§ Work to complete
Even the shortest line counts, so transcribe all the data exactly.

-------- Working data

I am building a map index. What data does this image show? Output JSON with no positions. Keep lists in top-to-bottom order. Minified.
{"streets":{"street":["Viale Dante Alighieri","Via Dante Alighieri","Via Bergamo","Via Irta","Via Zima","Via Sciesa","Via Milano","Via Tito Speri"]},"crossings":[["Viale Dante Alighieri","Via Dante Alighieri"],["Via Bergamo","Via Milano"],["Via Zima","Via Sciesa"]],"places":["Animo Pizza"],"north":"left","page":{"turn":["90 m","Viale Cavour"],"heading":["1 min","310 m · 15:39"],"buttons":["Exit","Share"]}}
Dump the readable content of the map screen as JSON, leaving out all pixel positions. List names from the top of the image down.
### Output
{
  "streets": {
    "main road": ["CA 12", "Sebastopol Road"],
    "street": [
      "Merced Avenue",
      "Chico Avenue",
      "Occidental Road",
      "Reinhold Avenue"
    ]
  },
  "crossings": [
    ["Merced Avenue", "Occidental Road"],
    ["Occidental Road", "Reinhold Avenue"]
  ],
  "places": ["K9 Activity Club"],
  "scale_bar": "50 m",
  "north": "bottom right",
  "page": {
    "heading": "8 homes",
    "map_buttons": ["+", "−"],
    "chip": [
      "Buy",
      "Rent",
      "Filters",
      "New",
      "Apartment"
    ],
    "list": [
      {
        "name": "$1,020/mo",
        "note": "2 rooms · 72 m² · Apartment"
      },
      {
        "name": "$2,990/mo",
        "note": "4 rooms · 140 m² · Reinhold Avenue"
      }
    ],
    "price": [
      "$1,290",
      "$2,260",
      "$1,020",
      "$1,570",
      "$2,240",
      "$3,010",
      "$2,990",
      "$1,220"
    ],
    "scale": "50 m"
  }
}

----------------

§ Solution
I am building a map index. What data does this image show? Output JSON with no positions. Keep lists in top-to-bottom order. Minified.
{"streets":{"street":["Viale Dante Alighieri","Via Dante Alighieri","Via Bergamo","Via Irta","Via Zima","Via Sciesa","Via Milano","Via Tito Speri"]},"crossings":[["Viale Dante Alighieri","Via Dante Alighieri"],["Via Bergamo","Via Milano"],["Via Zima","Via Sciesa"]],"places":["Animo Pizza"],"north":"left","page":{"turn":["90 m","Viale Cavour"],"heading":["1 min","310 m · 15:39"],"buttons":["Exit","Share"]}}
Dump the readable content of the map screen as JSON, leaving out all pixel positions. List names from the top of the image down.
### Output
{
  "streets": {
    "main road": ["CA 12", "Sebastopol Road"],
    "street": [
      "Merced Avenue",
      "Chico Avenue",
      "Occidental Road",
      "Reinhold Avenue"
    ]
  },
  "crossings": [
    ["Merced Avenue", "Occidental Road"],
    ["Occidental Road", "Reinhold Avenue"]
  ],
  "places": ["K9 Activity Club"],
  "scale_bar": "50 m",
  "north": "bottom right",
  "page": {
    "heading": "8 homes",
    "map_buttons": ["+", "−"],
    "chip": [
      "Buy",
      "Rent",
      "Filters",
      "New",
      "Apartment"
    ],
    "list": [
      {
        "name": "$1,020/mo",
        "note": "2 rooms · 72 m² · Apartment"
      },
      {
        "name": "$2,990/mo",
        "note": "4 rooms · 140 m² · Reinhold Avenue"
      }
    ],
    "price": [
      "$1,290",
      "$2,260",
      "$1,020",
      "$1,570",
      "$2,240",
      "$3,010",
      "$2,990",
      "$1,220"
    ],
    "scale": "50 m"
  }
}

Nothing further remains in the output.